Letzte Ausnahme: Der MOL-Tower in Budapest

Der MOL-Tower in Budapest. Foto: Foster&Partner

Budapest ist vor allem für eines bekannt: den Jugendstil in der Altstadt. Nun will Ungarns Regierung verhindern, dass Hochhäuser das Stadtbild zerstören. Eine geplante Höhenbegrenzung soll in Kürze in Kraft treten. Nicht davon betroffen allerdings ist der künftige Hauptsitz eines ungarischen Gas- und Ölkonzerns: der MOL-Tower in Budapest.

Kaum etwas verzückt die Touristen in Budapest mehr als der Gang durch die Altstadt. Unterhalb des Burgbergs liegend die prächtigen Bauten, die vom Aufbruch vor 120 Jahren zeugen: Das Hotel Gellért, das Kunstgewerbemuseum oder das Petöfi-Theater sind längst Ikonen der ungarischen Geschichte geworden.

Budapester Immobilienpreise steigen

Kein Wunder, dass die Regierung diese Ikonen schützen will – durch einen Hochhaus-Bann. Viele andere Städte haben die Zahl der Wolkenkratzer entweder streng begrenzt oder sie lange Zeit verboten. Ob Paris, München oder Wien: Oft soll verhindert werden, dass Größenwahn und Gigantismus die historische Silhouette in den Schatten stellen und zerstören.

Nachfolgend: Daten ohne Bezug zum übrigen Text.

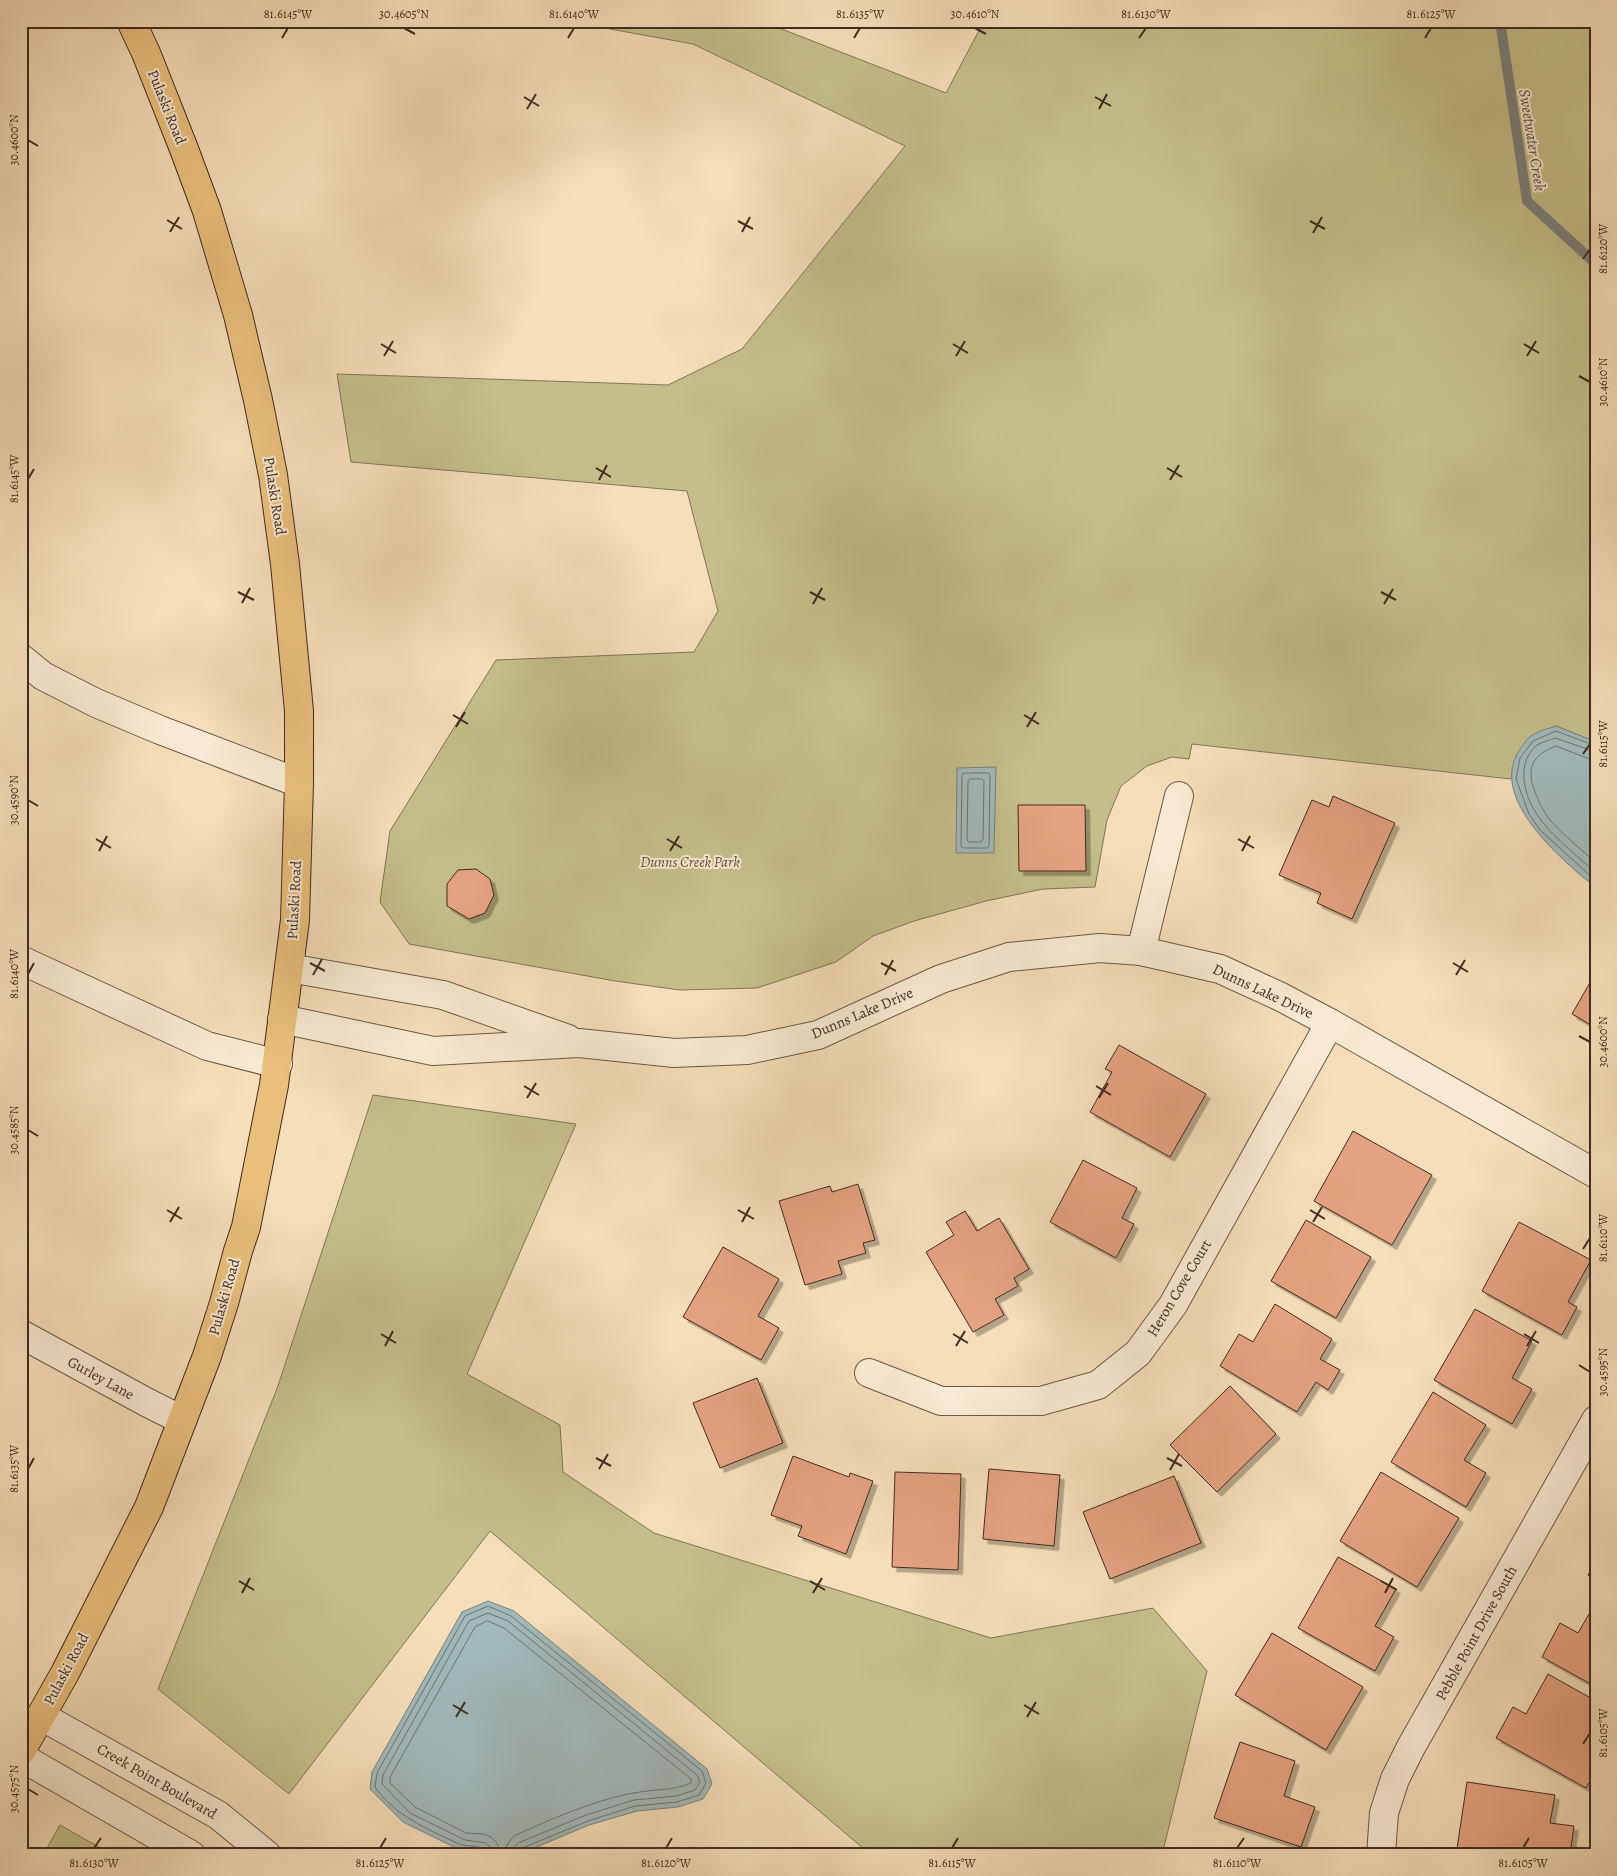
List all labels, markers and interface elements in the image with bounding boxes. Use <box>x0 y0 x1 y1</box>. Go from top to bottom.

Allerdings hat dieses Ansinnen auch eine Kehrseite. Die starke Anziehungskraft der Städte führt zu Platzmangel und Verdichtung. Die Bodenpreise explodieren. Lange Zeit waren sie in Budapest moderat im Vergleich zu den Großstädten in den Nachbarstaaten. Doch das hat sich in den vergangenen Jahren geändert: Budapest holt rasant auf. 2017 legten die Quadratmeterpreise in der ungarischen Hauptstadt um 14,6 Prozent zu. Im Jahr zuvor waren es gar 27 Prozent. Klar, dass es bei diesen Preisen verführerisch ist, in die Höhe zu bauen.

Gebäude mit Campus-Charakter

Der erfolgreichste Versuch, Ungarns Hauptstadt mit einem Hochhaus zu versehen, stammt aus der Feder von Foster&Partners. Das Architekturbüro plant den MOL-Tower in Budapest, einen 28-stückigen Turm, der durch seine Gestaltung und Ausstattung zum Modell für eine neue Arbeitswelt werden soll.

Eine verglaste Fassade verbindet den Turm mit dem Podium. Grünflächen und Skygardens ziehen sich vom Atrium im Erdgeschoss aus durch das ganze Gebäude und enden in einem öffentlichen Garten an der Gebäudespitze. Von hier aus steuert der ungarische Öl- und Gaskonzern MOL künftig seine 29.000 Mitarbeiter in 40 Ländern.

Vom Bann der Regierung bleibt der Turm unberührt. Sein Bau war beschlossen worden, bevor die neue Regelung in Kraft treten sollte. Künftig sollen Gebäude nicht mehr als 90 Meter in die Höhe wachsen dürfen. Stephansdom und ungarisches Parlament – die geistliche und die weltliche Seite Ungarns – sind beide 96 Meter hoch. Der MOL-Turm wird sie mit seinen 120 Metern jedoch überragen.